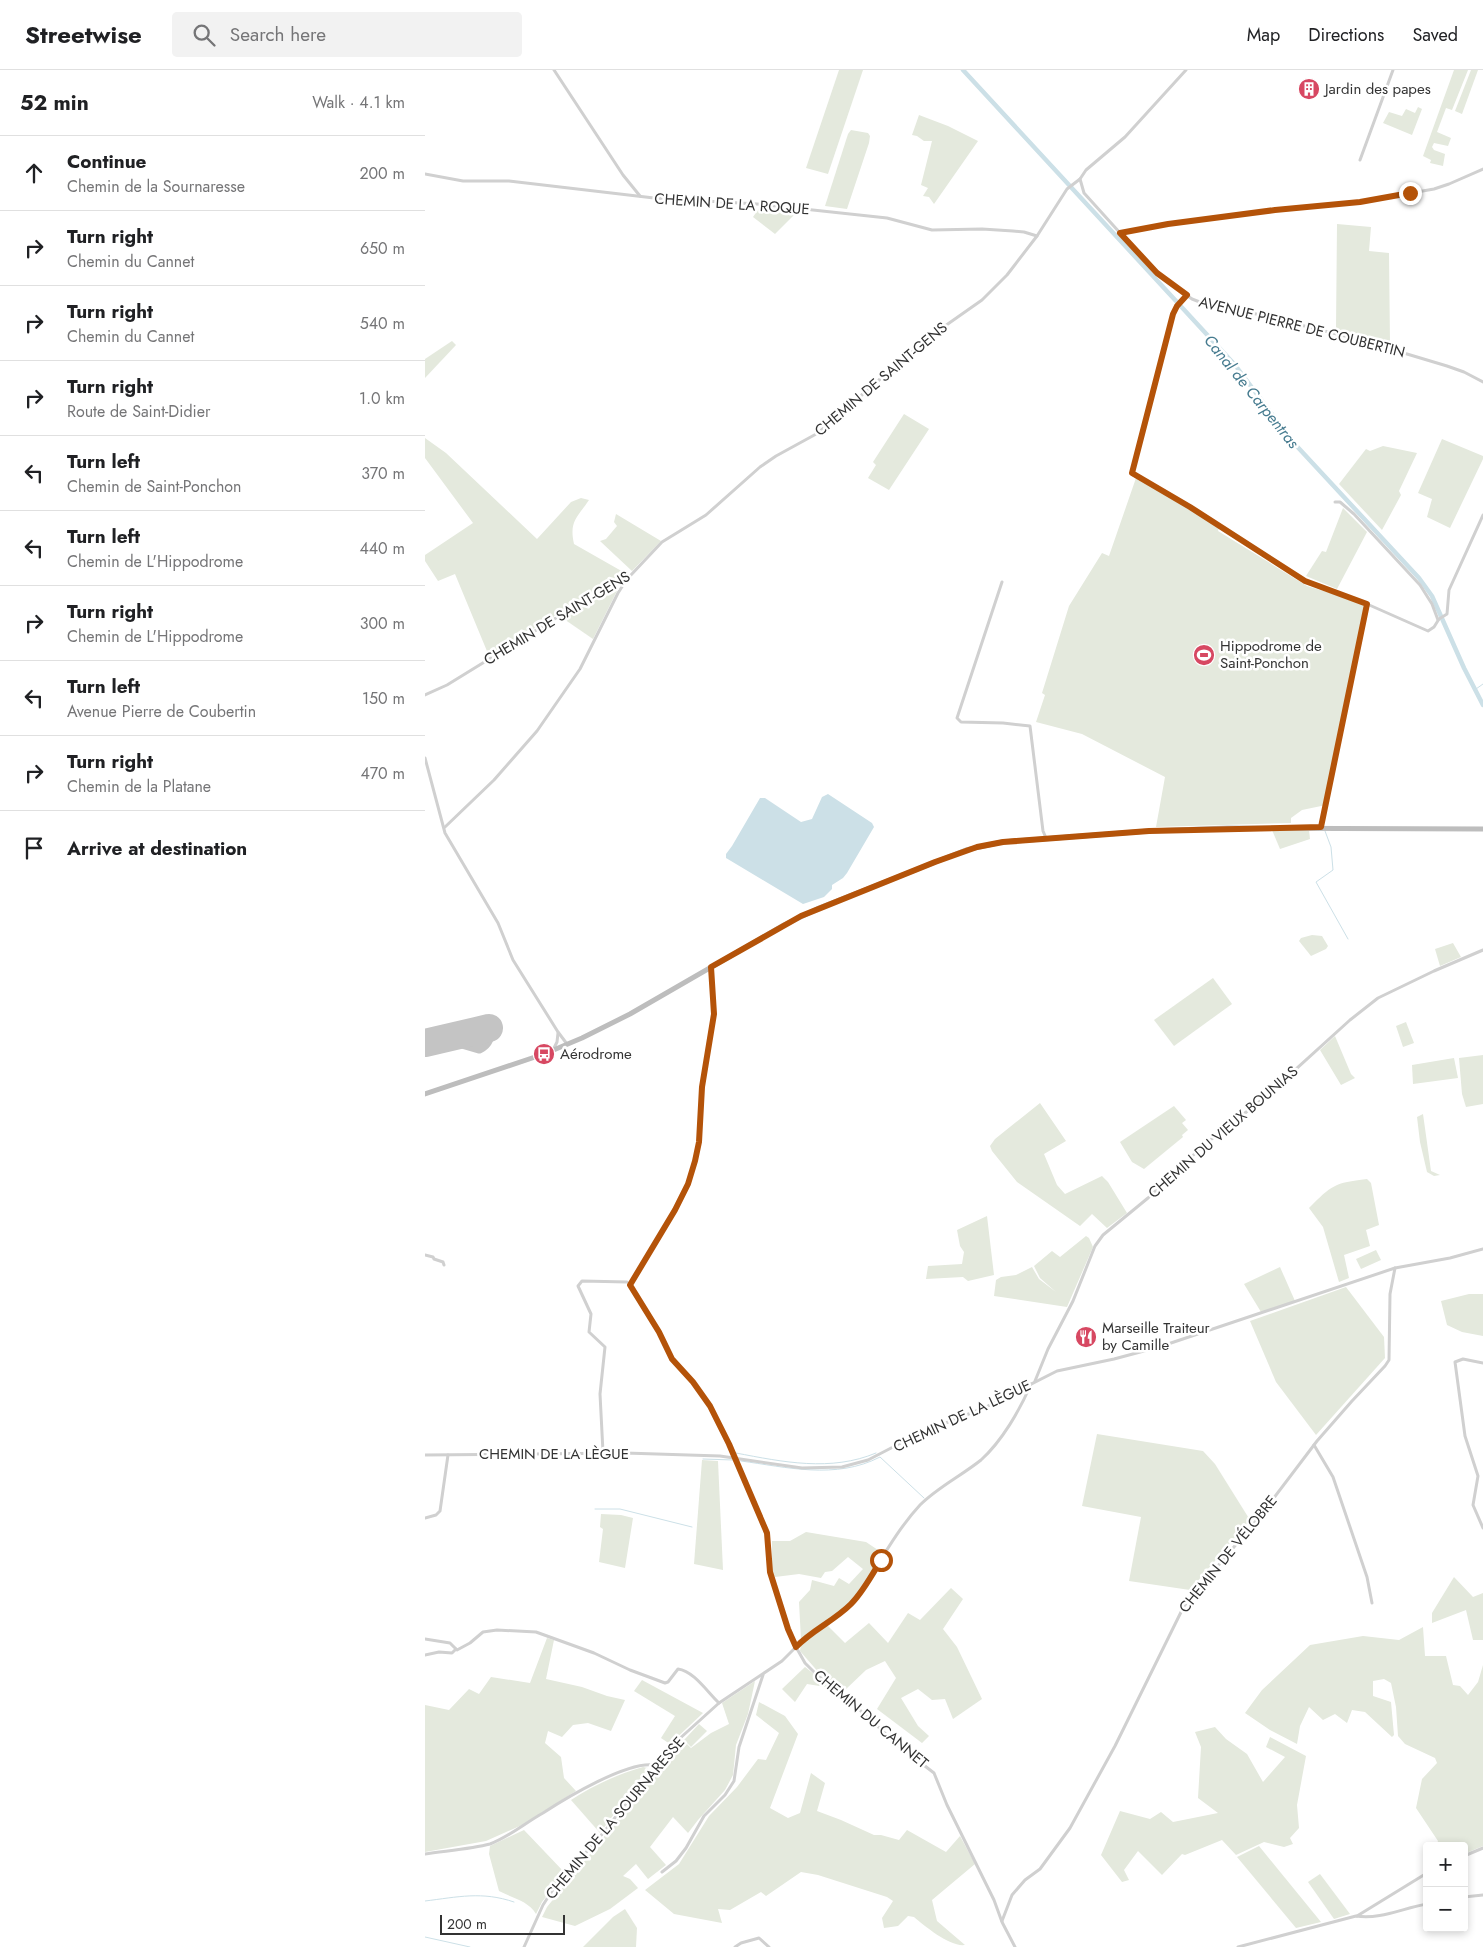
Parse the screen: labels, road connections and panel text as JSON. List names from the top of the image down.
{
  "streets": {
    "street": [
      "CHEMIN DE LA ROQUE",
      "AVENUE PIERRE DE COUBERTIN",
      "CHEMIN DE SAINT-GENS",
      "CHEMIN DU VIEUX BOUNIAS",
      "CHEMIN DE LA LÈGUE",
      "CHEMIN DE VÉLOBRE",
      "CHEMIN DU CANNET",
      "CHEMIN DE LA SOURNARESSE"
    ]
  },
  "crossings": [
    ["CHEMIN DE LA ROQUE", "CHEMIN DE SAINT-GENS"],
    ["AVENUE PIERRE DE COUBERTIN", "CHEMIN DE SAINT-GENS"],
    ["CHEMIN DU VIEUX BOUNIAS", "CHEMIN DE LA LÈGUE"],
    ["CHEMIN DE LA LÈGUE", "CHEMIN DE VÉLOBRE"],
    ["CHEMIN DE LA LÈGUE", "CHEMIN DU CANNET"],
    ["CHEMIN DE LA LÈGUE", "CHEMIN DE LA SOURNARESSE"],
    ["CHEMIN DE VÉLOBRE", "CHEMIN DU CANNET"],
    ["CHEMIN DU CANNET", "CHEMIN DE LA SOURNARESSE"]
  ],
  "water": ["Canal de Carpentras"],
  "places": {
    "building": ["Jardin des papes"],
    "sports": ["Hippodrome de Saint-Ponchon"],
    "bus stop": ["Aérodrome"],
    "restaurant": ["Marseille Traiteur by Camille"]
  },
  "scale_bar": "200 m",
  "page": {
    "header": "Streetwise",
    "search": "Search here",
    "nav": ["Map", "Directions", "Saved"],
    "heading": ["52 min", "Walk · 4.1 km"],
    "list": [
      ["Continue", "Chemin de la Sournaresse", "200 m"],
      ["Turn right", "Chemin du Cannet", "650 m"],
      ["Turn right", "Chemin du Cannet", "540 m"],
      ["Turn right", "Route de Saint-Didier", "1.0 km"],
      ["Turn left", "Chemin de Saint-Ponchon", "370 m"],
      ["Turn left", "Chemin de L'Hippodrome", "440 m"],
      ["Turn right", "Chemin de L'Hippodrome", "300 m"],
      ["Turn left", "Avenue Pierre de Coubertin", "150 m"],
      ["Turn right", "Chemin de la Platane", "470 m"],
      "Arrive at destination"
    ],
    "map_buttons": ["+", "−"],
    "scale": "200 m"
  }
}
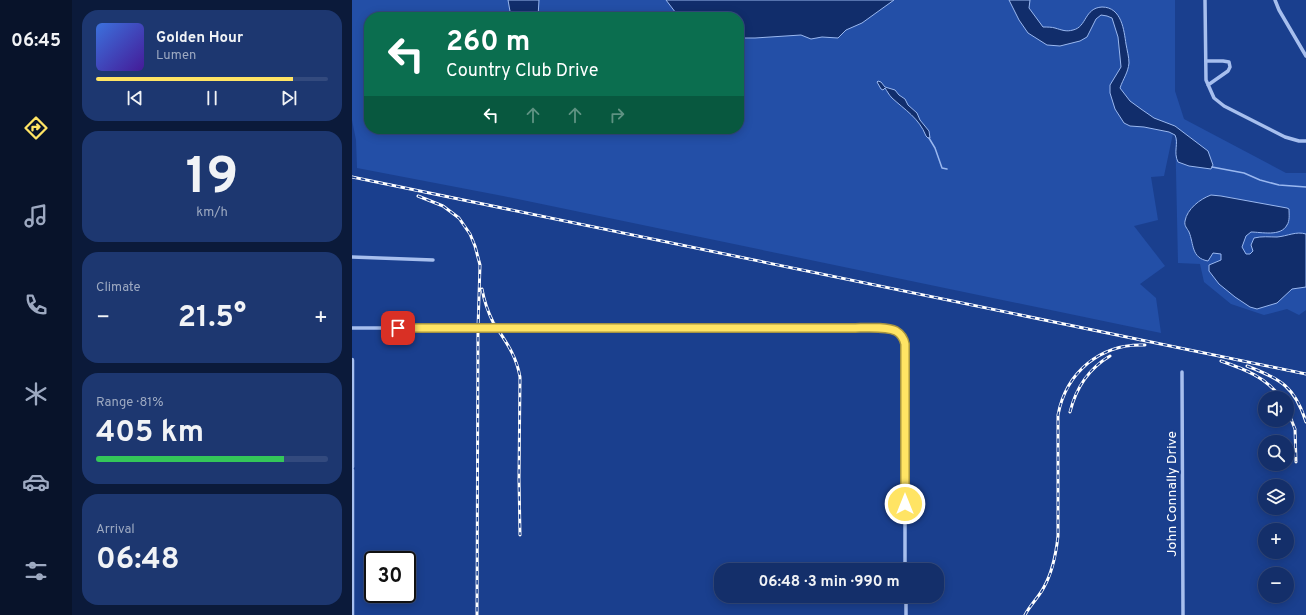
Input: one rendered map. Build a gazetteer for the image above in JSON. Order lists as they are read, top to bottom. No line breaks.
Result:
{"streets":{"street":["John Connally Drive"]},"page":{"tabs":"06:45","turn":["260 m","Country Club Drive"],"song":["Golden Hour","Lumen"],"tile":[["19","km/h"],"Climate",["Range · 81%","405 km"],["Arrival","06:48"]],"heat":["−","21.5°","+"],"map_buttons":["+","−"],"limit":"30","trip":"06:48 · 3 min · 990 m"}}
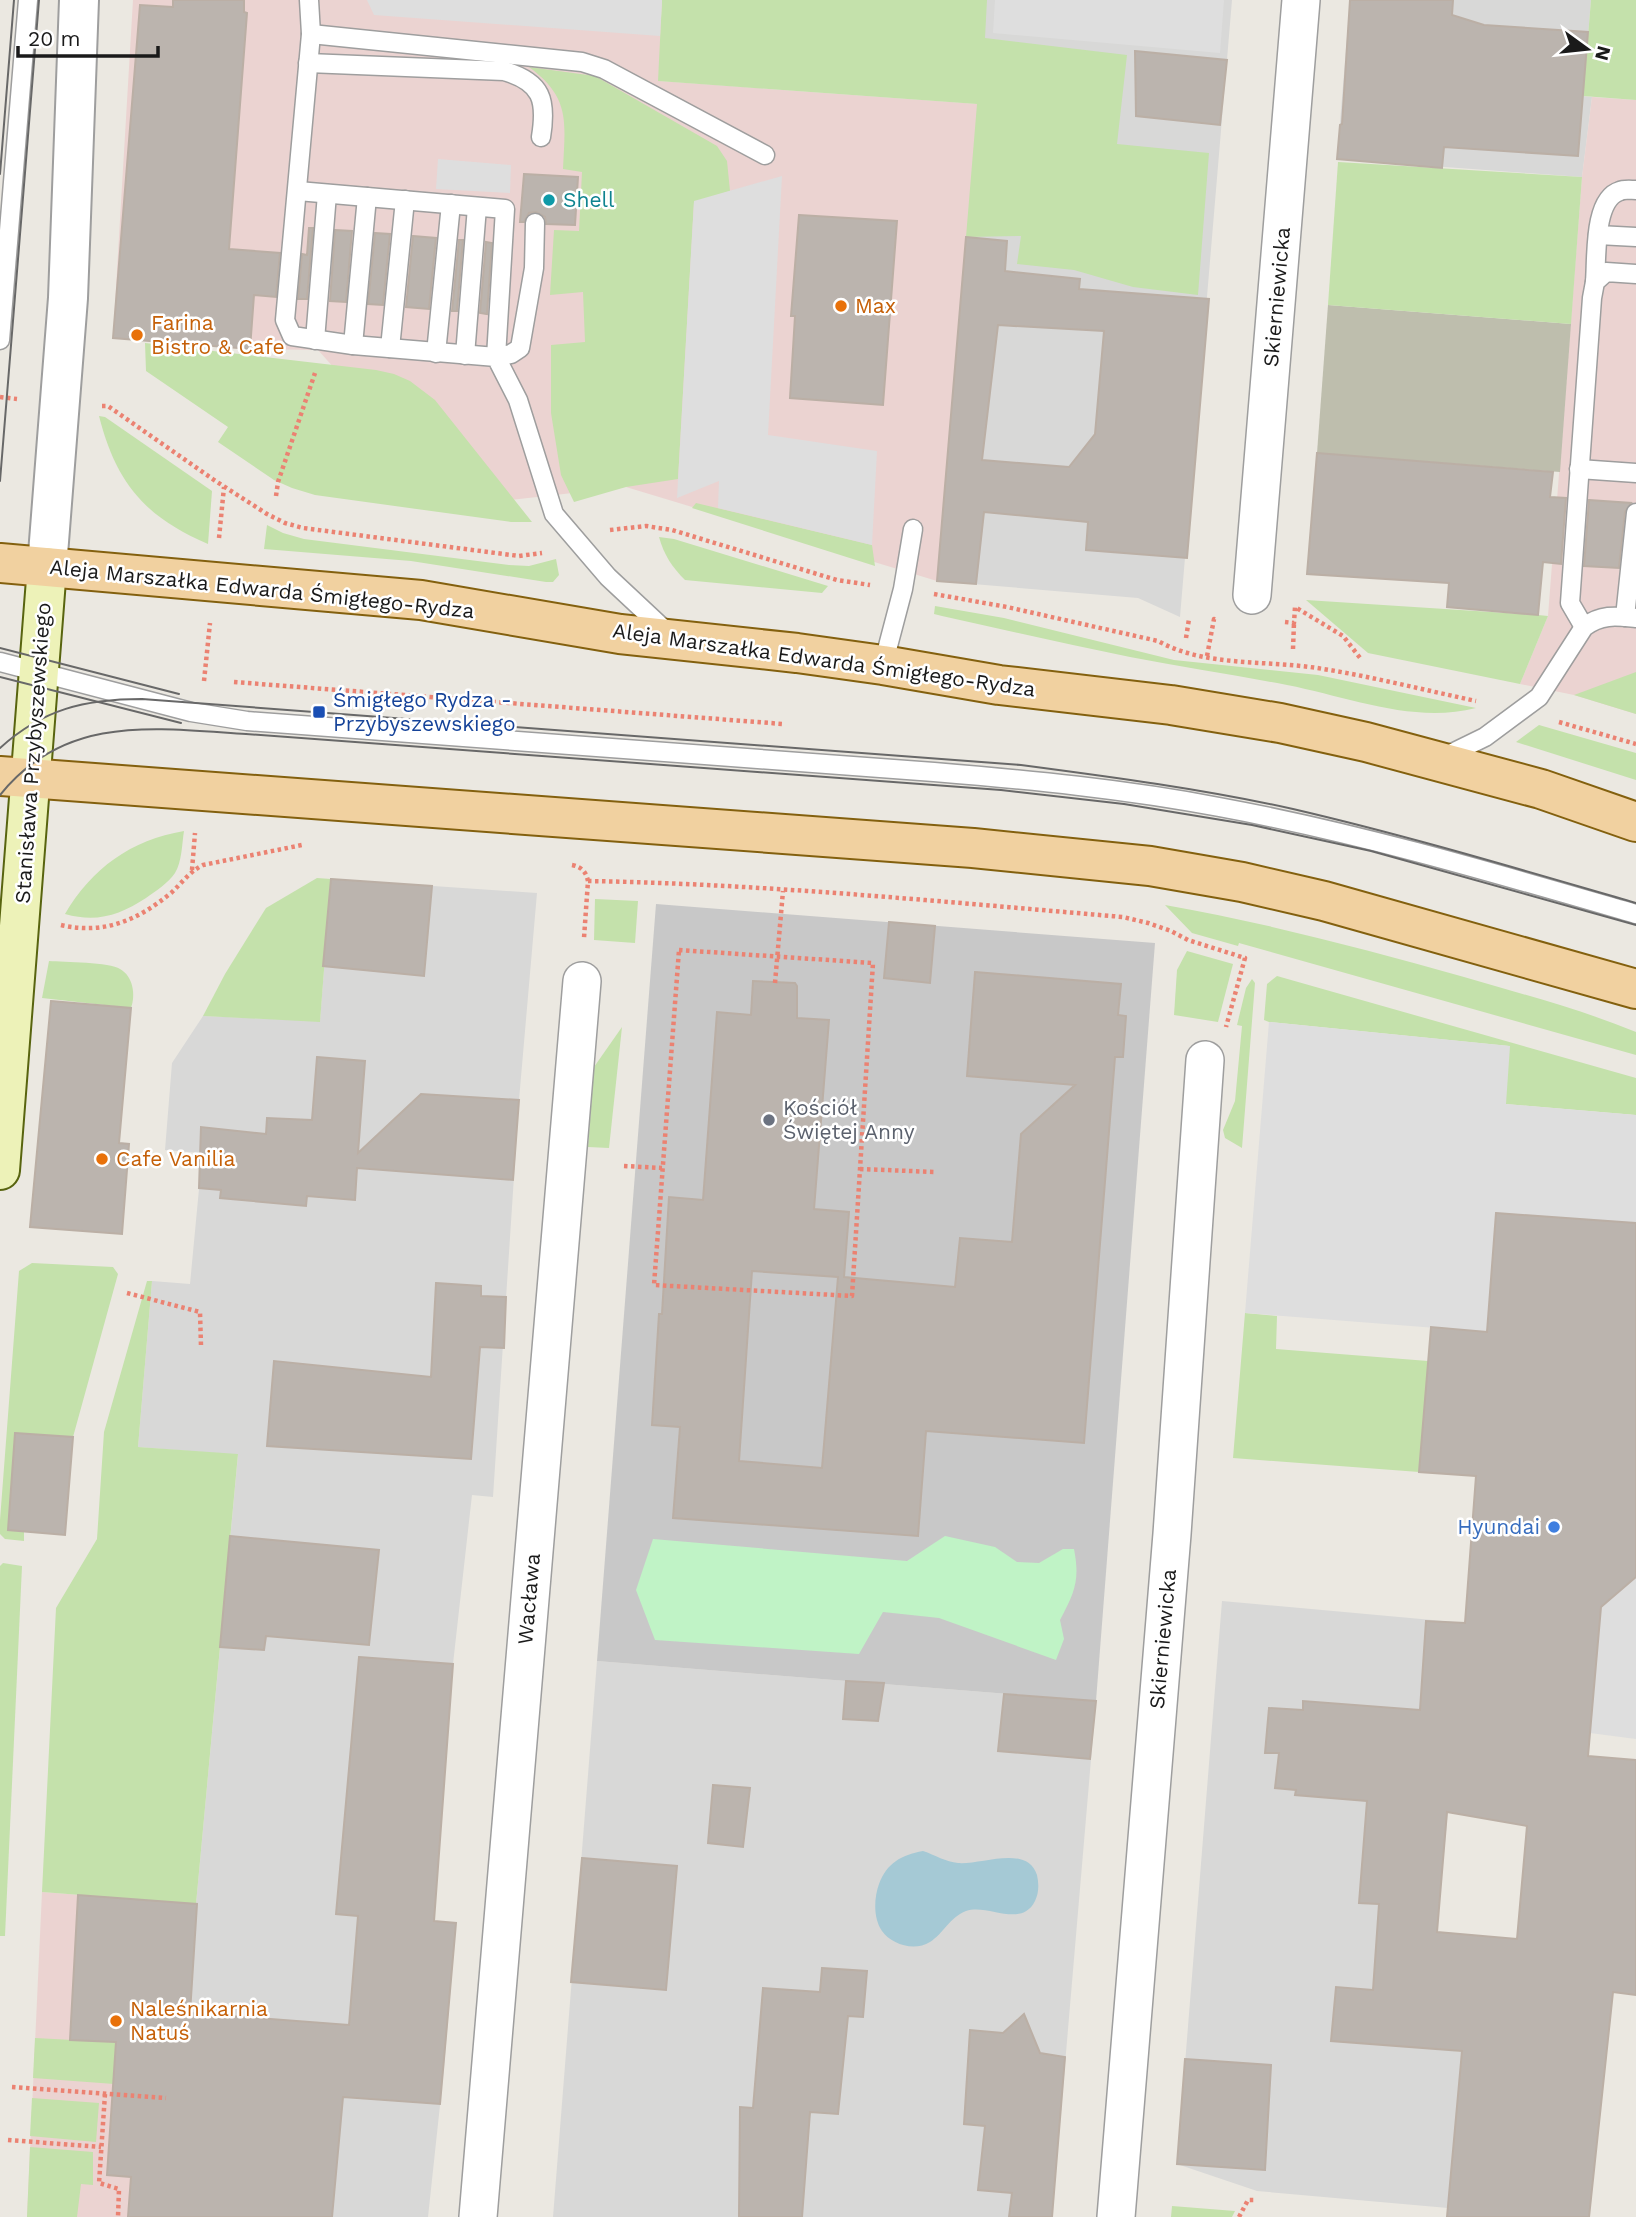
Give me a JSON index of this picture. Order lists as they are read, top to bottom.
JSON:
{
  "streets": {
    "main road": ["Aleja Marszałka Edwarda Śmigłego-Rydza", "Stanisława Przybyszewskiego"],
    "street": ["Skierniewicka", "Wacława"]
  },
  "crossings": [
    ["Aleja Marszałka Edwarda Śmigłego-Rydza", "Stanisława Przybyszewskiego"]
  ],
  "places": {
    "other": [
      "Shell",
      "Max",
      "Farina Bistro & Cafe",
      "Kościół Świętej Anny",
      "Cafe Vanilia",
      "Hyundai",
      "Naleśnikarnia Natuś"
    ],
    "transit": ["Śmigłego Rydza - Przybyszewskiego"]
  },
  "scale_bar": "20 m",
  "north": "right"
}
****
> [WORK REQUIRED] In the listing above, the required lines run from the line with "Input: one rendered" through the line with "Give me a JSON". Output exactly those lines, omitting pictures.

> [WORKED SOLUTION]
Input: one rendered map. Build a gazetteer for the image above in JSON. Order lists as they are read, top to bottom. No line breaks.
Result:
{"streets":{"street":["John Connally Drive"]},"page":{"tabs":"06:45","turn":["260 m","Country Club Drive"],"song":["Golden Hour","Lumen"],"tile":[["19","km/h"],"Climate",["Range · 81%","405 km"],["Arrival","06:48"]],"heat":["−","21.5°","+"],"map_buttons":["+","−"],"limit":"30","trip":"06:48 · 3 min · 990 m"}}
Give me a JSON index of this picture. Order lists as they are read, top to bottom.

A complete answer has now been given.